Some Recent Insights on Transfer Learning
A common situation in Machine Learning is one where training data is not fully representative of a target population due to bias in the sampling mechanism or high costs in sampling the target population; in such situations, we aim to ’transfer’ relevant information from the training data (a.k.a. source data) to the target application. How much information is in the source data? How much target data should we collect if any? These are all practical questions that depend crucially on 'how far' the source domain is from the target. However, how to properly measure 'distance' between source and target domains remains largely unclear.
In this talk we will argue that much of the traditional notions of 'distance' (e.g. KL-divergence, extensions of TV such as D_A discrepancy, density-ratios, Wasserstein distance) can yield an over-pessimistic picture of transferability. Instead, we show that some new notions of 'relative dimension' between source and target (which we simply term 'transfer-exponents') capture a continuum from easy to hard transfer.
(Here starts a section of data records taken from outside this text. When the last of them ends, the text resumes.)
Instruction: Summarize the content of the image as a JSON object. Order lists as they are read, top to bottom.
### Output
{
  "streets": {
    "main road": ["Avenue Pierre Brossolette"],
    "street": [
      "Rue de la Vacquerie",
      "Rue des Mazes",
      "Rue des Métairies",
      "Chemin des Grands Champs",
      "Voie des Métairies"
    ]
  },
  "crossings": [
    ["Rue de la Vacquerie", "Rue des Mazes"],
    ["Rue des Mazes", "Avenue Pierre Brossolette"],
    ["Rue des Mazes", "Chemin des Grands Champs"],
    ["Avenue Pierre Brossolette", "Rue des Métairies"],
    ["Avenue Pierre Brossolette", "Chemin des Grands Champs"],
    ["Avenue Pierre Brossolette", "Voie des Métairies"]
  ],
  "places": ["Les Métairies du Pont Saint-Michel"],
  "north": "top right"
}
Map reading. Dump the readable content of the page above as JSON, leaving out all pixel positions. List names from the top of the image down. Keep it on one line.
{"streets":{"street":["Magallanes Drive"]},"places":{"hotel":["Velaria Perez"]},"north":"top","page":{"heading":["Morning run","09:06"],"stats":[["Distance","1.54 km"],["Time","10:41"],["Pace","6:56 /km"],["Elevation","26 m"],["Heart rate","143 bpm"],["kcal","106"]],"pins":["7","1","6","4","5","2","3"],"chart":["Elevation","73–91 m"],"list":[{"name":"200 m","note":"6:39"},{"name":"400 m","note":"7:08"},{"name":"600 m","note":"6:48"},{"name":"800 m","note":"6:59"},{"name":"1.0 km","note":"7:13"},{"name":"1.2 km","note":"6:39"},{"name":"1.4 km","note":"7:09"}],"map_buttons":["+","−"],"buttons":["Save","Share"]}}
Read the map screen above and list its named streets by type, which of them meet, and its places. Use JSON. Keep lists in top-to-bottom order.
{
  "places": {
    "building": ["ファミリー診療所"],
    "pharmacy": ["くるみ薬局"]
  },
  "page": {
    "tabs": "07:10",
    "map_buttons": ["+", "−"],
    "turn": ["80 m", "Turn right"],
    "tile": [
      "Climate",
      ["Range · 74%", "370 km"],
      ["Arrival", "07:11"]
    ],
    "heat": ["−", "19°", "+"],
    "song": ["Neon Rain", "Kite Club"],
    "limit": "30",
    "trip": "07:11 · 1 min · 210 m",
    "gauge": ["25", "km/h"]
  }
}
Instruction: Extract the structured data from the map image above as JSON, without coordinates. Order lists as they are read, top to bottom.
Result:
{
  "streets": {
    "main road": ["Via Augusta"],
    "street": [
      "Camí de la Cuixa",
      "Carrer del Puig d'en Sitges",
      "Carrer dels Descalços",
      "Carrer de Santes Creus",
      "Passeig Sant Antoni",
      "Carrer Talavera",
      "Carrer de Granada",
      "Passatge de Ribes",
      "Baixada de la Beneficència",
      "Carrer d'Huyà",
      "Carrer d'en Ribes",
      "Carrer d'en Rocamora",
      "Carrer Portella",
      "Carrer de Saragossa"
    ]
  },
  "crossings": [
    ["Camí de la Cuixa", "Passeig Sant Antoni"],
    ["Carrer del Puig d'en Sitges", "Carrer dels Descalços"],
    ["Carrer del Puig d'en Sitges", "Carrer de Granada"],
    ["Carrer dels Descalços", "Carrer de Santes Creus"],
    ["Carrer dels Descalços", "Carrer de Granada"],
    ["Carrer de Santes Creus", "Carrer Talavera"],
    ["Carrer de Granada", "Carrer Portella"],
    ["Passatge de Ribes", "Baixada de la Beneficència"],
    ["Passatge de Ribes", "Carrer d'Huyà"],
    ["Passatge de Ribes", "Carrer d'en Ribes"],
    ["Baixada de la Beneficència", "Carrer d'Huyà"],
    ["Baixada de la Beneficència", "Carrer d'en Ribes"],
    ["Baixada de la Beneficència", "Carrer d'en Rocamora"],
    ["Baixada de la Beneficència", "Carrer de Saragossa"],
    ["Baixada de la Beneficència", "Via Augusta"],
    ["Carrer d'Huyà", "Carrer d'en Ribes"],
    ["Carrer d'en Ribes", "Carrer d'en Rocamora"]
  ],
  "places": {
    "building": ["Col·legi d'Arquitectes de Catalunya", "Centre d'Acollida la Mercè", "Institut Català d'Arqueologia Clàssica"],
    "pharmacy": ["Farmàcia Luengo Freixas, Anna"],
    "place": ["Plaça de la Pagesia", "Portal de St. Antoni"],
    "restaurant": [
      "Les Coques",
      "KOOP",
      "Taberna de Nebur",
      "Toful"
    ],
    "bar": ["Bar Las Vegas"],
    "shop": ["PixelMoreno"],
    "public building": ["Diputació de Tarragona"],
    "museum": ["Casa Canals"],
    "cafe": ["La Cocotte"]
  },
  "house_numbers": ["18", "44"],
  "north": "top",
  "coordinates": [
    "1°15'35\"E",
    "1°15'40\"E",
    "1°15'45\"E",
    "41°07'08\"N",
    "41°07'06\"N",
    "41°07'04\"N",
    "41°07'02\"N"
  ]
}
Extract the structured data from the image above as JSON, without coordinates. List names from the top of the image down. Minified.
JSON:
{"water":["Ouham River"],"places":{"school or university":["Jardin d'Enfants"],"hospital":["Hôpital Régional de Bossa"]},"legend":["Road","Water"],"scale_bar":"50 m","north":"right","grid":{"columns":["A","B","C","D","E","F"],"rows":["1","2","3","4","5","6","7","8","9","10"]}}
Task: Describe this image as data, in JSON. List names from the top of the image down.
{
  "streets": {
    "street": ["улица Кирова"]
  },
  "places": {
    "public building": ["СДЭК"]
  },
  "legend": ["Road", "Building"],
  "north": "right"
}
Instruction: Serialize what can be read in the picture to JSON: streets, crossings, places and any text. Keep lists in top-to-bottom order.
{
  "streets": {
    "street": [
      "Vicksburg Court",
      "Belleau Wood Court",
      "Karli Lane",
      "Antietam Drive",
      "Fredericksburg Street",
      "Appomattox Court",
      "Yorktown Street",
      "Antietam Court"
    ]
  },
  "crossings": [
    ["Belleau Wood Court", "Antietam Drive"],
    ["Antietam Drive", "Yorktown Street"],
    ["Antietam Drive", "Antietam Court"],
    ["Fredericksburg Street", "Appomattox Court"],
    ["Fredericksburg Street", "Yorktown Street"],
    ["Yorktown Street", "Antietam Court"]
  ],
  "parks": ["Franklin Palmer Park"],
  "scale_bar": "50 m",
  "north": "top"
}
Transfer-exponents uncover a rich set of situations where transfer is possible even at fast rates, helps answer questions such as the benefit of unlabeled or labeled target data, yields a sense of optimal vs suboptimal transfer heuristics, and have interesting implications for related problems such as multi-task learning.
Finally, transfer-exponents provide guidance as to *how* to efficiently sample target data so as to guarantee improvement over source data alone. We illustrate these new insights through various simulations on controlled data, and on the popular CIFAR-10 image dataset.
The talk is based on work with Guillaume Martinet, and ongoing work with Steve Hanneke.